D array expansion and non-deterministic re-allocation

Mon Nov 23 15:34:48 PST 2009

Steven Schveighoffer, el 23 de noviembre a las 15:18 me escribiste:
> On Mon, 23 Nov 2009 11:10:48 -0500, Leandro Lucarella <llucax at gmail.com>
> wrote:
> 
> >Steven Schveighoffer, el 23 de noviembre a las 07:34 me escribiste:
> >>>Notice that you are using particular implementation detail (MRU
> >>>cache) to explain the semantics of D arrays. There is a very
> >>>important distinction between language specification and compiler
> >>>implementation. Andrei already had to go pretty deep into
> >>>implementation to describe arrays and slices: You can't define D
> >>>arrays without talking about shared buffers and memory allocation.
> >>>I don't think including the description of the MRU cache in the
> >>>language specification is the right solution. But I'm afraid an
> >>>abstract definition of "stomping" might turn out to be quite
> >>>non-trivial.
> >>
> >>I haven't yet read all the other posts, so someone else may already
> >>have pointed this out but...
> >>
> >>Having an MRU cache makes it so you *don't* have to explain its
> >>semantics (or stomping).  Currently there is a paragraph in the spec
> >>(complete with example) talking about how stomping can occur, so you
> >>can just remove that part.  There is no need to talk about the MRU
> >>cache when talking about arrays, that's an implementation detail.  I
> >>was pointing it out because you are already used to the current bad
> >>implementation :)  I wouldn't even bring up the MRU cache in the
> >>book or the spec.  You just say that you can append to an array and
> >>it may make a copy of the data if necessary.  It's just like
> >>realloc, except safer.
> >
> >The thing is, with realloc() is less likely that you forget that the data
> >can be copied because it returns the new pointer (that can be the same as
> >the original pointer). And even in this case, I saw a lot of bugs related
> >to realloc() misuse (and I made a couple myself).
> >
> >With slices is much worse.
> 
> realloc is worse.  If I have multiple aliases to the same data, then
> I realloc one of those, the others all can become dangling pointers
> if the runtime decides to move the data.

Well, you are comparing GC vs no-GC, not realloc() vs. slices. I have no
intention on following that discussion, I'm just saying that realloc() is
less error-prone than slices (and realloc() is error-prone already).
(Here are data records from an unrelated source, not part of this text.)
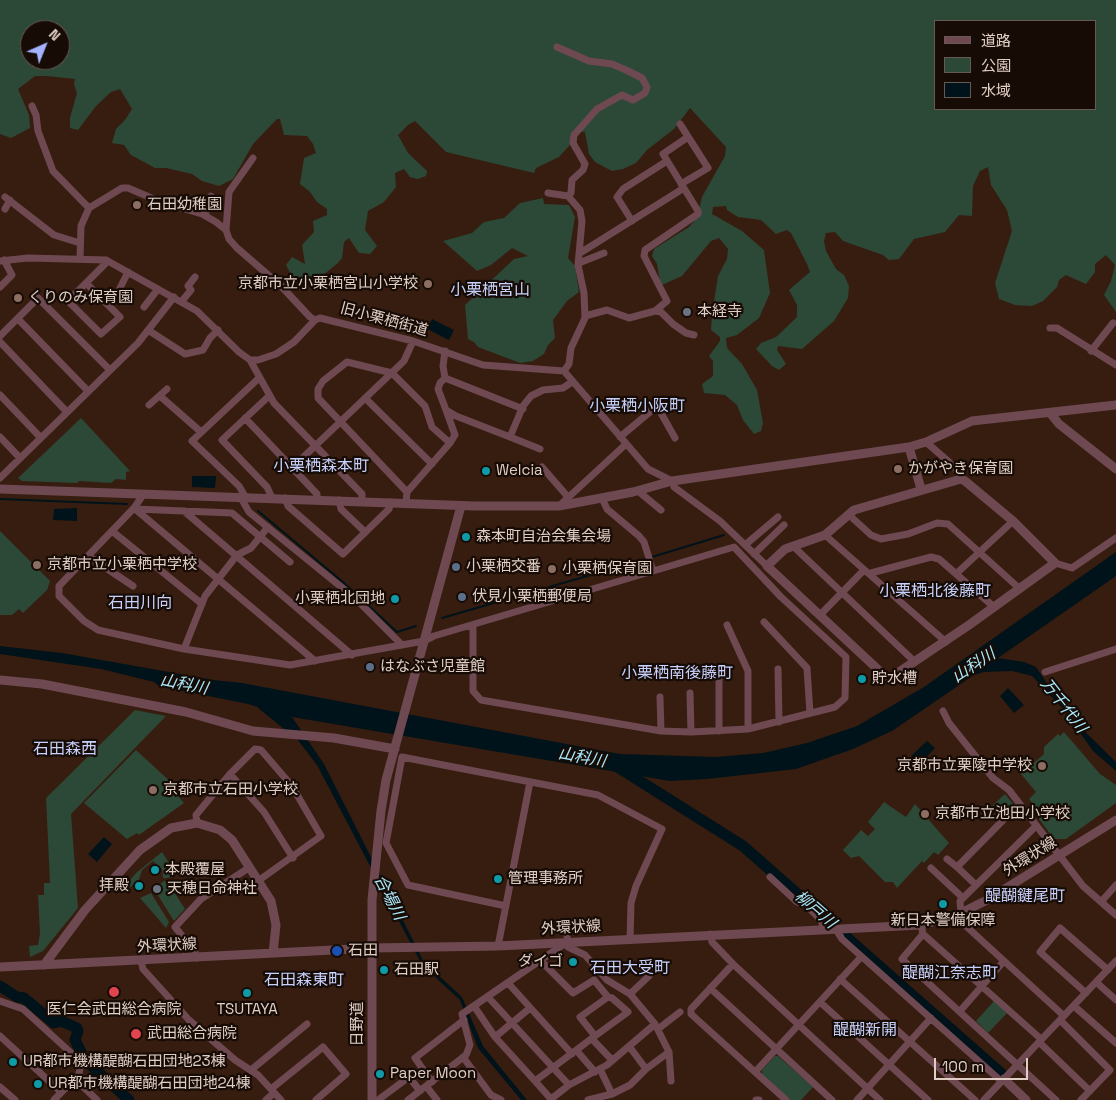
<!DOCTYPE html>
<html>
<head>
<meta charset="utf-8">
<style>
  body { margin:0 }
  #map { position:relative; width:1116px; height:1100px; overflow:hidden; background:#371d0f; font-family:"Space Grotesk","Noto Sans JP",sans-serif }
  canvas { display:block }
  .legend { position:absolute; left:934px; top:20px; width:162px; height:90px; box-sizing:border-box; background:#160b05; border:1px solid #675952; margin:0; padding:6px 9px; list-style:none; font-size:15px; color:#e0cec5 }
  .legend li { display:flex; align-items:center; gap:10px; height:25px }
  .legend b { width:25px; border:1px solid #675952 }
  .north { position:absolute; left:20px; top:20px; width:50px; height:50px; box-sizing:border-box; background:#160b05; border:1px solid #675952; border-radius:50%; rotate:44deg; font-size:14px; font-weight:700; line-height:20px; text-align:center; color:#e0cec5 }
  .north::after { content:''; display:block; margin:auto; width:18px; height:22px; background:#a2b2fd; clip-path:polygon(50% 0,100% 100%,50% 72%,0 100%) }
  .scale { position:absolute; left:934px; top:1058px; width:94px; height:22px; box-sizing:border-box; border:2px solid #e0cec5; border-top:0; padding-left:6px; font-size:15px; line-height:18px; white-space:nowrap; color:#e0cec5; -webkit-text-stroke:4px #160b05; paint-order:stroke }
</style>
</head>
<body>
<div id="map">
<canvas width="1116" height="1100"></canvas>
<ul class="legend">
<li><b style="height:6px;background:#6f4952"></b>道路</li>
<li><b style="height:14px;background:#2c4837"></b>公園</li>
<li><b style="height:14px;background:#00131a"></b>水域</li>
</ul>
<div class="north">N</div>
<div class="scale">100 m</div>
</div>
<script>
const c = document.querySelector('canvas').getContext('2d');
c.lineJoin = 'round';
function paint(path, color) { c.fillStyle = color; c.fill(path, 'evenodd'); }
const shape = rows => new Path2D(rows.map(r => 'M' + r).join(''));
function trace(path, color, width, dash) { c.strokeStyle = color; c.lineWidth = width; c.lineCap = dash ? 'butt' : 'round'; c.setLineDash(dash || []); c.stroke(path); }
function drawText(font, color, halo, rows, align = 'center') {
  c.font = font + ' "Space Grotesk","Noto Sans JP",sans-serif'; c.lineWidth = 4.5; c.setLineDash([]); c.textBaseline = 'middle'; c.strokeStyle = halo; c.fillStyle = color; for (const [text, x, y, turn = 0] of rows) {
    c.save(); c.translate(x, y); c.rotate((+turn || 0) * Math.PI / 180); c.textAlign = isNaN(turn) ? turn : align; if (halo) c.strokeText(text, 0, 0); c.fillText(text, 0, 0); c.restore();
  }
}
const green = shape([
  [0,0,1116,0,1116,312,1104,295,1111,281,1115,265,1106,255,1095,264,1095,272,1086,284,1066,275,1059,280,1057,287,1043,301,1032,306,1015,305,999,299,995,283,1012,231,1007,210,991,185,988,167,980,171,973,186,972,216,959,215,945,232,914,239,899,259,889,260,883,255,843,241,835,232,826,233,824,241,826,251,836,269,844,275,849,286,848,298,834,321,802,349,778,346,777,350,786,364,779,370,772,366,756,349,761,343,776,337,797,317,797,305,789,290,810,272,807,264,791,233,787,230,776,234,761,220,738,217,727,210,726,206,713,207,712,214,742,231,764,250,770,293,759,318,737,335,726,338,727,348,742,364,757,390,763,423,761,431,754,434,743,420,737,405,725,395,704,393,702,384,713,376,713,361,709,356,720,341,720,337,711,330,712,314,718,276,727,259,728,249,719,238,711,241,682,276,662,285,660,282,657,264,652,256,654,249,689,227,697,218,702,197,725,156,726,147,690,108,674,129,647,150,636,163,623,169,612,171,595,162,589,154,585,132,576,131,569,146,559,157,536,168,534,173,446,152,415,121,408,125,398,135,408,153,427,171,426,176,418,179,410,177,404,169,395,173,396,187,384,202,368,211,365,230,377,246,370,254,359,253,349,238,344,242,342,258,338,263,322,276,307,282,293,278,286,265,292,257,305,264,302,245,314,232,313,221,327,215,327,209,317,202,310,192,300,184,304,158,316,153,313,144,307,136,284,135,280,119,277,119,253,144,233,179,219,186,202,181,192,174,166,168,155,168,131,155,124,145,112,143,116,129,125,120,132,109,120,89,111,92,96,106,78,130,70,128,70,118,77,93,74,84,75,79,46,76,35,76,18,89,29,115,30,128,11,138,0,134],
  [935,21,1095,21,1095,109,935,109],
  [30,30,60,30,60,60,30,60],
  [543,198,544,204,569,205,575,217,568,258,575,266,579,292,567,301,553,320,555,338,548,345,544,354,533,361,520,363,478,347,474,342,468,339,465,305,514,259,528,256,512,248,491,265,477,271,443,241,472,233,484,222,504,218,520,203],
  [81,418,130,471,126,472,126,480,116,479,111,483,79,481,77,483,22,481,18,478],
  [0,531,50,581,47,590,23,613,19,609,12,615,0,615],
  [135,710,166,716,71,814,78,908,43,951,30,957,29,946,38,945,40,934,38,895,44,895,44,883,50,883,46,798],
  [1064,732,1100,774,1116,785,1116,803,1066,839,1054,839,1039,819,1043,816,1029,799,1036,792,1021,774,1044,754,1044,747,1058,734,1060,736],
  [136,750,174,785,179,797,184,803,139,835,137,833,127,839,84,803],
  [1005,794,1014,805,1001,818,991,807],
  [884,802,906,817,915,804,949,843,938,855,934,852,924,863,922,861,897,888,893,882,885,882,859,856,851,858,843,850,861,830,868,836,875,829,868,822],
  [162,852,173,869,170,872,172,875,168,878,163,878,162,869,153,861,142,870,138,882,130,887,127,884,136,873],
  [164,881,167,881,185,909,174,921,154,889],
  [151,893,169,922,166,928,140,898],
  [994,1001,1007,1013,988,1033,976,1021],
  [775,1056,778,1056,813,1087,801,1100,788,1100,762,1074,762,1070]
]);
const water = shape([
  [432,319,454,330,449,340,427,329],
  [192,476,216,476,215,488,192,487],
  [77,508,77,521,53,520,54,509],
  [1116,552,1116,576,998,658,1024,662,1036,667,1068,715,1116,762,1116,771,1093,751,1063,709,1032,676,1012,671,984,672,974,675,892,731,853,749,796,769,707,779,670,781,292,717,324,764,424,962,462,997,483,1046,527,1100,521,1100,478,1048,460,1000,422,965,317,765,277,713,248,704,159,686,154,682,101,669,0,654,0,646,62,653,214,680,242,683,620,754,716,757,763,753,807,743,857,726,924,687],
  [1008,688,1024,705,1014,713,1000,696],
  [927,741,935,748,919,765,911,756],
  [104,837,112,844,97,862,88,854]
]);
const stream = shape([
  [0,499,127,504],
  [258,511,344,583,397,632,416,626],
  [652,557,724,535],
  [442,618,646,559]
]);
const river = shape([
  [262,699,263,705,294,730],
  [616,766,743,846,1003,1075],
  [0,986,17,997,24,998,54,1023,61,1021,77,1028,78,1031,75,1040,85,1060,129,1100]
]);
const minor = shape([
  [557,47,589,61,612,64,626,70,642,78,647,87,645,93,633,100,622,95,597,109,574,135,573,143,585,164,583,170,572,180,571,193,568,196],
  [32,106,36,115,38,131,53,171,89,208],
  [680,124,708,168,681,184],
  [548,193,568,196,580,210,582,221,578,265,584,293,585,318,571,348,569,364,564,371],
  [5,197,54,235,80,243],
  [5,209,10,200],
  [205,216,211,196],
  [632,221,617,197,623,189,667,161],
  [226,230,229,192,253,158],
  [580,253,684,188],
  [80,259,81,226,89,208,122,188,128,188,161,202,202,214,216,222,226,230,229,239,237,248,281,286,310,317,315,320],
  [0,261,28,258,106,260,197,311,239,352,250,360,258,360,276,354,294,342,315,320,320,318,413,341,483,365,564,371],
  [579,263,604,253],
  [86,283,120,317,101,334,68,301,105,264,106,260],
  [0,287,12,275,4,260],
  [120,288,128,272],
  [182,301,191,290,188,286,195,277],
  [144,307,158,289],
  [655,311,667,301,644,256,645,250,698,214,698,211,663,154,688,137],
  [585,316,607,310,629,318,655,311,661,312,673,324,686,333,694,335],
  [18,319,88,391],
  [1050,328,1057,328,1116,365],
  [148,330,185,354,203,350,210,338,218,330],
  [0,336,38,298,110,370],
  [0,342,67,412],
  [445,351,443,366,445,378,440,383,438,389,446,410,456,416,510,437,523,406,531,396,543,390,563,388,572,382],
  [1091,351,1113,323],
  [250,360,274,403,362,494,362,501],
  [564,371,648,469,672,481,674,487,720,521,767,566],
  [445,378,523,409],
  [0,395,41,438],
  [160,396,201,432],
  [269,396,222,440,267,487,272,498],
  [365,398,432,464],
  [149,405,167,389],
  [446,410,455,435,450,443],
  [245,418,317,494,317,499],
  [0,437,20,458],
  [510,437,540,449],
  [620,437,657,406,675,438],
  [926,442,949,462,959,473,961,479],
  [293,467,404,361,413,341],
  [542,467,568,497],
  [0,478,138,343,174,297],
  [638,491,661,510],
  [143,495,134,508,59,586,59,596,84,621,98,630,184,649,290,665,424,641,434,636,734,547,781,597,846,657,845,698,835,707,748,729,691,732,661,731,481,700,473,691,473,625],
  [241,498,249,512,356,599,402,645],
  [246,498,239,486,192,441,259,378],
  [285,498,288,506,343,554,389,509,391,502],
  [602,498,607,509,639,536,644,542,653,571],
  [339,500,341,509,365,532],
  [406,503,407,492,450,443,432,427,425,406,392,373,347,362,323,381,318,389,318,398,407,492],
  [559,506,626,444],
  [134,508,315,661],
  [135,509,232,513,290,562],
  [184,511,352,655],
  [848,514,871,535,881,539,908,534,937,523,948,524,1020,589],
  [112,531,202,604],
  [825,535,946,642],
  [745,545,778,517],
  [794,547,915,662],
  [754,554,784,525],
  [88,556,133,586],
  [1055,563,1072,568,1116,538],
  [871,573,931,557,939,559,994,607],
  [957,573,1013,521],
  [820,615,864,570],
  [764,622,807,668,810,713],
  [727,625,748,671,748,729],
  [184,649,205,596,237,555,251,548,268,527],
  [778,669,779,722],
  [1045,672,1116,649],
  [719,676,719,731],
  [690,693,691,732],
  [660,697,661,731],
  [943,711,949,723,993,778,1009,790,1083,886,1116,915],
  [230,774,264,812,293,858],
  [197,823,196,815,230,774,255,749,261,750,292,786,321,836,258,881],
  [947,859,957,867],
  [931,868,963,898],
  [770,877,797,902,804,903,821,920,824,929],
  [976,885,957,867,1019,804],
  [1101,902,1116,885],
  [506,906,408,885,386,843,402,757,598,795,662,829,636,886,631,903,630,939],
  [961,913,960,901,1036,826],
  [955,916,1064,1016],
  [921,925,923,934,902,959,1056,1100],
  [835,928,842,939,1001,1081],
  [710,934,712,942,733,964,880,1100],
  [923,934,1041,1039],
  [567,935,568,947,585,955,607,980,630,994,655,1024,669,1052,671,1081],
  [498,946,530,782],
  [197,958,195,952,175,927,201,899,250,867],
  [141,961,143,969,189,1020,235,1060,258,1075,281,1100],
  [541,961,573,993,594,980,608,997],
  [733,964,691,1009,691,1014,786,1100],
  [840,979,975,1100],
  [1096,982,1116,1000],
  [508,983,572,1054],
  [710,988,832,1100],
  [1086,993,1040,952,1060,928,1108,970],
  [630,994,650,975],
  [488,997,569,1085],
  [0,1001,23,1009,81,1062,79,1074,54,1100],
  [820,1002,928,1100],
  [474,1006,495,1037,535,1081,595,1036,580,1017,608,997,612,998,628,1012,595,1036],
  [1074,1006,1116,1043],
  [960,1011,1004,961],
  [1060,1020,1110,1070,1081,1100],
  [658,1029,680,1012],
  [0,1036,61,1092],
  [495,1037,530,1008],
  [592,1039,612,1060],
  [1039,1042,1090,1091],
  [629,1046,646,1069],
  [577,1051,595,1072],
  [463,1057,491,1095,501,1100],
  [600,1069,612,1094],
  [251,1070,307,1024],
  [756,1071,861,957],
  [75,1079,97,1100],
  [535,1081,551,1099,569,1085,607,1065,655,1024],
  [432,1082,415,1058,464,1020],
  [426,1086,437,1100],
  [0,1087,15,1100],
  [271,1089,323,1047,346,1074,316,1100],
  [266,1100,274,1093],
  [378,1100,409,1077,420,1091],
  [408,1100,466,1055,470,1045,462,1014,567,942],
  [588,1100,612,1094,630,1085,646,1069,669,1052],
  [756,1100,759,1100],
  [857,1100,931,1018],
  [984,1100,1116,961]
]);
const tertiary = shape([
  [1051,414,1059,424,1116,469],
  [909,447,921,489],
  [961,479,965,481,1013,521,1055,563,969,625,890,678,886,677,767,566,785,549,825,535,854,510,961,479],
  [0,489,475,506,559,506,633,492,672,481,909,447,926,442,972,421,1116,405],
  [0,680,42,684,186,712,253,731,334,738,395,749],
  [44,965,85,910,140,850,171,828,197,823,220,830,232,840,271,901,276,925,273,953],
  [0,967,372,948,498,946,921,925,955,916,987,900,1116,820],
  [1004,1079,1026,1100],
  [372,1100,372,900,381,811,386,780,461,506]
]);
const markers = [
  [137,205,5,"#8d6e63"],
  [428,284,5,"#8d6e63"],
  [18,298,5,"#8d6e63"],
  [687,312,5,"#6b7280"],
  [898,469,5,"#8d6e63"],
  [486,471,5,"#0f9aa8"],
  [466,537,5,"#0f9aa8"],
  [37,565,5,"#8d6e63"],
  [456,567,5,"#5c6f8a"],
  [552,569,5,"#8d6e63"],
  [462,597,5,"#5c6f8a"],
  [395,599,5,"#0f9aa8"],
  [370,667,5,"#5c6f8a"],
  [862,679,5,"#0f9aa8"],
  [1042,766,5,"#8d6e63"],
  [153,790,5,"#8d6e63"],
  [925,814,5,"#8d6e63"],
  [155,870,5,"#0f9aa8"],
  [498,879,5,"#0f9aa8"],
  [139,886,5,"#0f9aa8"],
  [157,889,5,"#6b7280"],
  [943,904,5,"#0f9aa8"],
  [337,951,6,"#1a4fb4"],
  [573,962,5,"#0f9aa8"],
  [384,970,5,"#0f9aa8"],
  [114,992,6,"#e0444e"],
  [247,993,5,"#0f9aa8"],
  [136,1034,6,"#e0444e"],
  [13,1062,5,"#0f9aa8"],
  [380,1074,5,"#0f9aa8"],
  [38,1084,5,"#0f9aa8"]
];
const poiNames = [
  ["石田幼稚園",147,205],
  ["京都市立小栗栖宮山小学校",418,284,"right"],
  ["くりのみ保育園",28,298],
  ["本経寺",697,312],
  ["かがやき保育園",908,469],
  ["Welcia",496,471],
  ["森本町自治会集会場",476,537],
  ["京都市立小栗栖中学校",47,565],
  ["小栗栖交番",466,567],
  ["小栗栖保育園",562,569],
  ["伏見小栗栖郵便局",472,597],
  ["小栗栖北団地",385,599,"right"],
  ["はなぶさ児童館",380,667],
  ["貯水槽",872,679],
  ["京都市立栗陵中学校",1032,766,"right"],
  ["京都市立石田小学校",163,790],
  ["京都市立池田小学校",935,814],
  ["本殿覆屋",165,870],
  ["管理事務所",508,879],
  ["拝殿",129,886,"right"],
  ["天穂日命神社",167,889],
  ["新日本警備保障",943,921,"center"],
  ["石田",348,951],
  ["ダイゴ",563,962,"right"],
  ["石田駅",394,970],
  ["医仁会武田総合病院",114,1010,"center"],
  ["TSUTAYA",247,1010,"center"],
  ["武田総合病院",147,1034],
  ["UR都市機構醍醐石田団地23棟",23,1062],
  ["Paper Moon",390,1074],
  ["UR都市機構醍醐石田団地24棟",48,1084]
];
const streetNames = [
  ["旧小栗栖街道",384,320,15],
  ["外環状線",1030,857,-32],
  ["外環状線",571,928,-3],
  ["外環状線",167,946,-3],
  ["日野道",358,1024,-90]
];
const neighbourhoodNames = [
  ["小栗栖宮山",490,291],
  ["小栗栖小阪町",637,407],
  ["小栗栖森本町",321,467],
  ["小栗栖北後藤町",935,592],
  ["石田川向",140,604],
  ["小栗栖南後藤町",677,674],
  ["石田森西",65,750],
  ["醍醐鍵尾町",1025,897],
  ["石田大受町",630,969],
  ["醍醐江奈志町",950,974],
  ["石田森東町",304,981],
  ["醍醐新開",865,1031]
];
const waterNames = [
  ["山科川",974,666,-33],
  ["山科川",184,685,11],
  ["万千代川",1063,706,52],
  ["山科川",582,758,10],
  ["合場川",389,898,63],
  ["柳戸川",815,910,41]
];
paint(green, '#2c4837');
paint(water, '#00131a');
trace(stream, '#00131a', 2);
trace(river, '#00131a', 11);
trace(minor, '#6f4952', 7);
trace(tertiary, '#6f4952', 9);
for (const [x, y, r, color] of markers) { const dot = new Path2D(); dot.arc(x, y, r, 0, 2 * Math.PI); c.fillStyle = color; c.fill(dot); trace(dot, '#160b05', 2); }
drawText('15px', '#e0cec5', '#160b05', poiNames, 'left');
drawText('15px', '#e0cec5', '#160b05', streetNames);
drawText('16px', '#c7d1fc', '#160b05', neighbourhoodNames);
drawText('italic 16px', '#abebfe', '#160b05', waterNames);
</script>
</body>
</html>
> You also cannot realloc data that's not malloc'd but you can append to
> a slice of non-heap data without issue.

How is that? AFAIK slices uses gc_realloc() to do the actual realloc, if
that's done in a piece of malloc'ed data it will fail. And even if it were
true, I don't really see this as a big source of bugs, I really never had
a bug because I tried to realloc() a non-heap piece of memory or appending
to a slice of non-GC-heap memory either.

> No matter what you do with slice appending in D, you cannot access
> dangling pointers unless you access the slice's ptr field.

Again, that's only because D is GCed, not because slices are great.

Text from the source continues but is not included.